Open graphical viewer software, look at visual thing, figure out what you want to do with it --> Close graphical viewer software because you can't wrangle the thing with another tool while you have the file open --> Use command-line tool --> Open graphical viewer software; discover that you didn't do what you wanted to do --> Close it again --> Use command-line tool --> Open graphical viewer software; maybe it worked this time, figure out the next thing you want to do with the visual thing . . .

This is a broken idea. And I can't even imagine how I'm supposed to crop pages I can't even look at while I'm cropping them. Just no. Maybe they're useful if you have ten thousand things and you want to do the same simple thing to all of them so you can use the command line tool to batch them, but that is not a normal situation.

I'm not familiar with your workflow, but if you are doing your own scanning simple-scan let's you crop and export to pdf (although I've never used it for documents larger than 40-50 pages myself so i'm not sure how prone it is to crash with larger documents). If you get your scans in image formats, i think convert will be also a fast way to to join them all in a pdf, and it's probably installed on your computer already if you have imagemagick on it.
Purple Library Guy Oct 26, 2020
Quoting: dvd
Quoting: Purple Library Guy
Quoting: ShabbyX
Quoting: Purple Library GuyGIMP for cropping pages, one at a time, pdfshuffler for sticking pages together and so forth

Take a look at pdftk(1)
I looked it up.
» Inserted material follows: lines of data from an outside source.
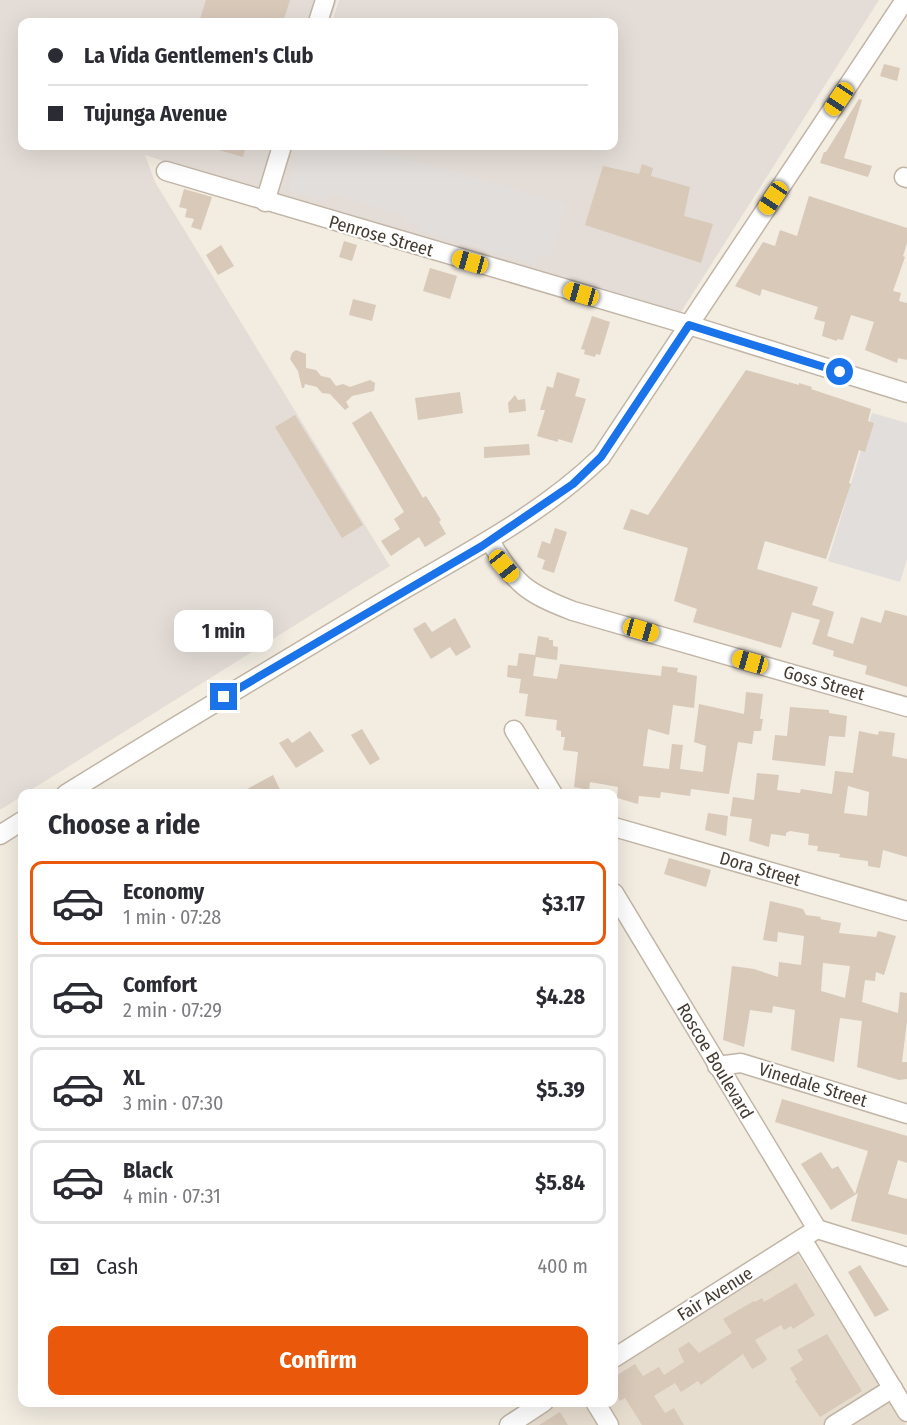 <!DOCTYPE html>
<html lang="en">
<head>
<meta charset="utf-8">
<style>
  body { margin:0; font-family:"Fira Sans Condensed",sans-serif; background:#f2f2f3; color:#2b2b33; height:100vh; display:flex; flex-direction:column; font-size:22px; white-space:nowrap }
  * { box-sizing:border-box; margin:0 }
  p { font-size:20px; color:#7c7c81 }
  .icon { flex:none; width:33px; height:33px; fill:none; stroke:currentColor; stroke-width:2; stroke-linecap:round; stroke-linejoin:round }
  .map { position:relative; flex:1; overflow:hidden }
  .sheet { position:absolute; left:18px; top:789px; width:600px; height:618px; display:flex; flex-direction:column; background:#fff; border-radius:12px; box-shadow:0 6px 24px #0002 }
  .sheet>* { flex:none }
  .hud { position:absolute; left:18px; top:18px; width:600px; height:132px; border-radius:12px; box-shadow:0 6px 24px #0002; display:grid; align-content:center; height:132px; padding:0 30px; background:#fff }
  .end { position:absolute; width:27px; height:27px; margin:-14px; border:8px solid #1a73e8; background:#fff; box-shadow:0 0 0 3px #fff }
  .from { border-radius:50% }
  .bubble { position:absolute; height:42px; border-radius:12px; background:#fff; box-shadow:0 6px 24px #0002; font-size:20px; font-weight:700; line-height:42px; text-align:center }
  .car { position:absolute; width:18px; height:36px; margin:-18px -9px; border-radius:8px; box-shadow:0 0 4px 2px #0007; background:linear-gradient(#f5c518 24%,#345 0 40%,#f5c518 0 76%,#345 0 86%,#f5c518 0) }
  .hud b { display:flex; align-items:center; gap:21px; height:57px; font-size:22px }
  .hud b+b { border-top:2px solid #e1e1e2 }
  .hud i { width:15px; height:15px; background:#2b2b33 }
  ul { padding:0; list-style:none }
  li { display:flex; align-items:center; gap:18px; height:84px; margin:0 12px 9px; padding:0 18px; border:3px solid #e1e1e2; border-radius:12px }
  li div { flex:1 }
  li b { display:block; font-size:22px }
  li em { font-style:normal; font-weight:700 }
  li.current { border-color:#ea580c }
  li>.icon { width:54px; height:54px; stroke-width:1.5 }
  h2 { padding:0 30px; font-size:27px; line-height:72px }
  .pay { display:flex; align-items:center; gap:15px; height:66px; padding:0 30px; font-size:22px }
  .pay p { margin-inline-start:auto }
  .action { display:flex; gap:12px; margin-top:auto; padding:12px 30px }
  .action a { flex:1; height:69px; border-radius:12px; background:#ea580c; color:#fff; font-size:24px; font-weight:700; line-height:69px; text-align:center }
  .map>svg:first-child { display:block }
  .residential { fill:#e7ddcf }
  .industrial { fill:#e4ddd7 }
  .parking { fill:#e2dedb }
  .building { fill:#d8c9b9; fill-rule:evenodd }
  .lines { fill:none; stroke-linecap:round; stroke-linejoin:round }
  .minor-casing { stroke:#c1b5a6; stroke-width:21 }
  .minor { stroke:#fff; stroke-width:18 }
  .route { stroke:#1a73e8; stroke-width:8 }
  .labels { text-anchor:middle; dominant-baseline:central; stroke-width:4.5; stroke-linejoin:round; paint-order:stroke }
  .street-label { font-size:18px; fill:#443b32; stroke:#fff }
</style>
</head>
<body>
<div class="map">
<svg width="907" height="1425" viewBox="0 0 907 1425">
  <rect width="100%" height="100%" fill="#f2ece1"/>
  <!-- residential -->
  <path class="residential" d="M797,1253L906,1425H525L560,1403L614,1402V1369Z"/>
  <!-- industrial -->
  <path class="industrial" d="M0,0H337L330,22H22V146H614V22H332L339,0H879L681,312L275,197L145,155L155,182L390,566L26,793L22,794V796L0,810Z"/>
  <!-- parking -->
  <g class="parking">
    <path d="M302,146H362L566,204L551,257L539,254L535,264L419,230L420,226L405,222L406,216L329,193L325,201L289,191Z"/>
    <path d="M872,413L907,423V559L900,582L828,561Z"/>
  </g>
  <!-- building -->
  <g class="building">
    <path d="M206,0H290L283,22H199Z"/>
    <path d="M884,64L900,68L897,81L880,76Z"/>
    <path d="M859,99L862,100L844,158L872,166L868,177L820,163L824,152H826Z"/>
    <path d="M212,146H246L243,157L212,148Z"/>
    <path d="M642,164L653,168L651,176L690,187L684,216L713,224L701,263L585,225L603,166L639,174Z"/>
    <path d="M184,189L212,197L201,230L191,227L194,219L185,217L187,209L179,207Z"/>
    <path d="M809,196L907,228V243L903,256L905,257L893,291L901,293L899,301L907,303V360L898,358L897,363L865,350L874,322L851,315L843,340L837,339V341L822,336L825,322L814,319L818,307L762,289L760,296L735,286L763,242L775,246L780,230L797,236Z"/>
    <path d="M344,241L357,245L352,261L339,257Z"/>
    <path d="M221,245L234,266L218,275L206,255Z"/>
    <path d="M430,268L457,276L450,299L423,291Z"/>
    <path d="M353,299L376,305L372,321L349,315Z"/>
    <path d="M592,316L610,322L600,355L596,354L595,357L584,354L585,350L581,349Z"/>
    <path d="M296,350L306,354V368L316,370L321,376L330,378L336,386L343,384L350,387L370,380L375,383L374,391L352,396L346,402L349,407L345,410L330,394L322,393L317,387L305,384L304,388H302L298,371L290,359L292,353Z"/>
    <path d="M746,370L799,385V383L812,387L811,389L871,409L868,421L874,423L865,452L859,450L849,483L851,484L826,559L765,541L757,569L818,587L812,605L834,612L827,636L853,644L861,617L881,623L885,610L907,616V687L865,674L867,666L833,656L834,651L812,644L820,620L792,612L781,648L693,622L697,609L674,601L688,548L623,529L631,509L648,515Z"/>
    <path d="M557,372L580,379L575,396L586,399L572,443L558,439V442L537,436L545,410H540L547,386L553,388Z"/>
    <path d="M460,392L463,413L418,420L415,398Z"/>
    <path d="M515,395L518,400L525,399L526,411L509,413L508,403Z"/>
    <path d="M371,411L423,498L426,496L441,520L439,522L446,534L425,547L419,537L391,556L381,541L400,529L394,519L404,512L352,423Z"/>
    <path d="M295,415L363,525L342,538L275,427Z"/>
    <path d="M529,444L530,455L484,458V447Z"/>
    <path d="M555,528L567,532L554,573L542,569L545,560L537,557L542,541L550,544Z"/>
    <path d="M455,618L471,647L456,656L450,647L431,659L413,629L425,622L432,632Z"/>
    <path d="M538,636L549,638V640H553V646L558,647L557,660L536,657L533,676L557,679L560,664L661,676L662,666L678,668L677,672L697,676L694,708L673,705L669,735L648,729L643,766L669,769L672,744L683,745L680,769L703,772L706,746L694,742L699,704L744,714L746,692L763,694L760,719H763L761,731H754L752,744L738,742L729,794L691,789L690,796L661,792L660,798L639,796L638,804L617,798L618,787L590,782L589,790L574,787L578,752L563,750L565,737H561V731L556,730L557,720L525,716L528,694L519,693L521,679L507,677L508,665L517,666L519,653L535,655Z"/>
    <path d="M790,707L829,710V713L847,716L845,737L829,736L825,766L772,760L775,735L787,736Z"/>
    <path d="M362,729L380,759L370,765L351,735Z"/>
    <path d="M310,731L324,751L296,768L279,743L288,738L292,743Z"/>
    <path d="M859,731L878,735L879,731L895,733L892,756L907,759V857L883,850L880,868L868,866V861L845,858L839,857L840,854L817,851L818,846L808,845L809,834L790,831L786,833V836L771,834L769,847L749,841L752,819L730,816L733,797L754,800L757,773L779,775L777,790L800,793L801,789L832,794L835,771L853,773ZM848,786L869,792L867,816L844,813Z"/>
    <path d="M273,775L282,794H238Z"/>
    <path d="M708,813L728,816L726,836L705,830Z"/>
    <path d="M669,858L711,870L706,887L664,874Z"/>
    <path d="M770,901L803,909L806,915L821,917L820,919L841,923L839,933L876,937L878,931L896,936L884,975L876,972L875,981L865,980L862,1002L898,1013L900,992L907,993V1021L902,1062H907V1079L899,1080L857,1067L862,1021L840,1018L834,1062L791,1050L795,1010L773,1006L772,1013L750,1010L744,1047L723,1040L732,966L754,969L778,977L779,962L801,965L804,936L778,932L777,942L763,940ZM823,963L850,966L845,998L821,991Z"/>
    <path d="M782,1099L907,1136V1163L898,1160L888,1194L907,1199V1235L851,1221L858,1193L831,1210L801,1164L821,1152L832,1169L838,1166L855,1194L868,1151L775,1122Z"/>
    <path d="M860,1265L889,1310L875,1317L848,1272Z"/>
    <path d="M796,1283L815,1315L793,1329L791,1326L784,1330L781,1325L755,1340L767,1359L763,1363L752,1369L743,1354L701,1385L698,1381L681,1392L675,1383L654,1396L665,1413L674,1408L684,1425H642L625,1398L620,1401L614,1391V1377L635,1364L643,1376L659,1367L664,1375L684,1362L678,1349L689,1342L699,1353L732,1333L723,1319L754,1301L755,1302L762,1298L764,1302Z"/>
    <path d="M827,1334L862,1391L820,1417L795,1381L797,1380L790,1368L803,1360L797,1350Z"/>
    <path d="M560,1412L568,1425H539Z"/>
  </g>
  <g class="lines">
    <!-- minor casing -->
    <g class="minor-casing">
      <g id="minor">
        <path d="M318,22L325,0"/>
        <path d="M166,171L689,325L907,393"/>
        <path d="M904,177L907,178"/>
        <path d="M265,202L282,146"/>
        <path d="M490,541C515,584 526,593 573,611L907,707"/>
        <path d="M514,730L553,794"/>
        <path d="M66,794C172,728 279,664 386,600C460,556 539,517 601,457L905,0"/>
        <path d="M614,827L907,911"/>
        <path d="M0,835L22,821"/>
        <path d="M614,893L817,1229"/>
        <path d="M717,1066L741,1063L907,1114"/>
        <path d="M817,1229L907,1257"/>
        <path d="M802,1239L907,1412"/>
        <path d="M614,1358L817,1229"/>
        <path d="M595,1402L609,1425"/>
        <path d="M509,1425L544,1402"/>
        <path d="M834,1425L893,1388"/>
      </g>
    </g>
    <!-- minor -->
    <use href="#minor" class="minor"/>
  </g>
  <g class="lines">
    <!-- route -->
    <path class="route" d="M224,697L482,546L573,484L601,457L689,325L840,372"/>
  </g>
  <g class="labels">
    <!-- street labels -->
    <g class="street-label">
      <text transform="translate(381 236) rotate(16)">Penrose Street</text>
      <text transform="translate(824 683) rotate(16)">Goss Street</text>
      <text transform="translate(760 869) rotate(16)">Dora Street</text>
      <text transform="translate(715 1061) rotate(59)">Roscoe Boulevard</text>
      <text transform="translate(813 1085) rotate(17)">Vinedale Street</text>
      <text transform="translate(715 1294) rotate(-32)">Fair Avenue</text>
    </g>
  </g>
</svg>
<i class="end from" style="left:840px;top:372px"></i>
<i class="end" style="left:224px;top:697px"></i>
<div class="bubble" style="left:174px;top:610px;width:99px">1 min</div>
<i class="car" style="left:839px;top:99px;rotate:214deg"></i>
<i class="car" style="left:773px;top:198px;rotate:214deg"></i>
<i class="car" style="left:470px;top:262px;rotate:286deg"></i>
<i class="car" style="left:581px;top:294px;rotate:286deg"></i>
<i class="car" style="left:504px;top:566px;rotate:141deg"></i>
<i class="car" style="left:641px;top:630px;rotate:106deg"></i>
<i class="car" style="left:750px;top:662px;rotate:286deg"></i>
<div class="hud">
<b><i class="from"></i>La Vida Gentlemen's Club</b>
<b><i></i>Tujunga Avenue</b>
</div>
<section class="sheet">
<h2>Choose a ride</h2>
<ul>
<li class="current"><svg class="icon" aria-label="car" viewBox="0 0 24 24"><path d="M5 17H2v-5l4-1 3-4h7l3 4 3 1v5h-3M9 17h6M6 11h13"/><circle cx="7" cy="17" r="2"/><circle cx="17" cy="17" r="2"/></svg><div><b>Economy</b><p>1 min · 07:28</p></div><em>$3.17</em></li>
<li><svg class="icon" aria-label="car" viewBox="0 0 24 24"><path d="M5 17H2v-5l4-1 3-4h7l3 4 3 1v5h-3M9 17h6M6 11h13"/><circle cx="7" cy="17" r="2"/><circle cx="17" cy="17" r="2"/></svg><div><b>Comfort</b><p>2 min · 07:29</p></div><em>$4.28</em></li>
<li><svg class="icon" aria-label="car" viewBox="0 0 24 24"><path d="M5 17H2v-5l4-1 3-4h7l3 4 3 1v5h-3M9 17h6M6 11h13"/><circle cx="7" cy="17" r="2"/><circle cx="17" cy="17" r="2"/></svg><div><b>XL</b><p>3 min · 07:30</p></div><em>$5.39</em></li>
<li><svg class="icon" aria-label="car" viewBox="0 0 24 24"><path d="M5 17H2v-5l4-1 3-4h7l3 4 3 1v5h-3M9 17h6M6 11h13"/><circle cx="7" cy="17" r="2"/><circle cx="17" cy="17" r="2"/></svg><div><b>Black</b><p>4 min · 07:31</p></div><em>$5.84</em></li>
</ul>
<div class="pay"><svg class="icon" aria-label="cash" viewBox="0 0 24 24"><path d="M3 7h18v10H3z"/><circle cx="12" cy="12" r="2"/></svg>Cash<p>400 m</p></div>
<div class="action"><a>Confirm</a></div>
</section>
</div>
</body>
</html>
It's a command-line tool.
I don't want to be using more command line tools, I want to be using fewer of them--fewer tools period, in fact, I want to be using one piece of graphical software. Command line tools for fiddling with visual things is a fundamentally stupid idea anyway. The sequence then goes

Open graphical viewer software, look at visual thing, figure out what you want to do with it --> Close graphical viewer software because you can't wrangle the thing with another tool while you have the file open --> Use command-line tool --> Open graphical viewer software; discover that you didn't do what you wanted to do --> Close it again --> Use command-line tool --> Open graphical viewer software; maybe it worked this time, figure out the next thing you want to do with the visual thing . . .

This is a broken idea. And I can't even imagine how I'm supposed to crop pages I can't even look at while I'm cropping them. Just no. Maybe they're useful if you have ten thousand things and you want to do the same simple thing to all of them so you can use the command line tool to batch them, but that is not a normal situation.

I'm not familiar with your workflow, but if you are doing your own scanning simple-scan let's you crop and export to pdf (although I've never used it for documents larger than 40-50 pages myself so i'm not sure how prone it is to crash with larger documents). If you get your scans in image formats, i think convert will be also a fast way to to join them all in a pdf, and it's probably installed on your computer already if you have imagemagick on it.
I could scan things at home potentially, but the things I would scan aren't at home so it doesn't come up. If I go in to work to scan them, I can use Acrobat at work. So when I'm fiddling with scan files at home it's generally something I'm receiving (I got someone at work to do the scan, or I got a file via interlibrary loan, or a course instructor scanned it and sent it to me, or something) and it's already a .pdf.
So, nice ideas but not really applicable to my situation.